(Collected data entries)
::::
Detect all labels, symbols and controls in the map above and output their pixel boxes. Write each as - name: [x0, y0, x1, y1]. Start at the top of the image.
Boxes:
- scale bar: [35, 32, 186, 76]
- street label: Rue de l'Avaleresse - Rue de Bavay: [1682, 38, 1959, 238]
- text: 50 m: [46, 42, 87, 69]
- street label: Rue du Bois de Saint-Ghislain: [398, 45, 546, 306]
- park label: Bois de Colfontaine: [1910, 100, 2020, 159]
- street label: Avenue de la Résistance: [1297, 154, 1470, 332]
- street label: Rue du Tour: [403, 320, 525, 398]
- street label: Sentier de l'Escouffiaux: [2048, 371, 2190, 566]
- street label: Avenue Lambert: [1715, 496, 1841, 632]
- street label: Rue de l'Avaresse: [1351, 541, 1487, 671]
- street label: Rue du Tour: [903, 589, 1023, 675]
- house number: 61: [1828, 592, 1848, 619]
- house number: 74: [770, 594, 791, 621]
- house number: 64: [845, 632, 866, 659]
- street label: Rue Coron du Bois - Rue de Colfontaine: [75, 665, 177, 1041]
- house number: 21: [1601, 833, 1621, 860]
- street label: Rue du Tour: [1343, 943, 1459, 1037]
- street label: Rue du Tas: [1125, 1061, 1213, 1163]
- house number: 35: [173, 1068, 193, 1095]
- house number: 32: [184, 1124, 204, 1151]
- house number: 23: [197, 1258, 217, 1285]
::::
Work task
The entries above must be retyped exactly, down to the last character.

Answer space
Detect all labels, symbols and controls in the map above and output their pixel boxes. Write each as - name: [x0, y0, x1, y1]. Start at the top of the image.
Boxes:
- scale bar: [35, 32, 186, 76]
- street label: Rue de l'Avaleresse - Rue de Bavay: [1682, 38, 1959, 238]
- text: 50 m: [46, 42, 87, 69]
- street label: Rue du Bois de Saint-Ghislain: [398, 45, 546, 306]
- park label: Bois de Colfontaine: [1910, 100, 2020, 159]
- street label: Avenue de la Résistance: [1297, 154, 1470, 332]
- street label: Rue du Tour: [403, 320, 525, 398]
- street label: Sentier de l'Escouffiaux: [2048, 371, 2190, 566]
- street label: Avenue Lambert: [1715, 496, 1841, 632]
- street label: Rue de l'Avaresse: [1351, 541, 1487, 671]
- street label: Rue du Tour: [903, 589, 1023, 675]
- house number: 61: [1828, 592, 1848, 619]
- house number: 74: [770, 594, 791, 621]
- house number: 64: [845, 632, 866, 659]
- street label: Rue Coron du Bois - Rue de Colfontaine: [75, 665, 177, 1041]
- house number: 21: [1601, 833, 1621, 860]
- street label: Rue du Tour: [1343, 943, 1459, 1037]
- street label: Rue du Tas: [1125, 1061, 1213, 1163]
- house number: 35: [173, 1068, 193, 1095]
- house number: 32: [184, 1124, 204, 1151]
- house number: 23: [197, 1258, 217, 1285]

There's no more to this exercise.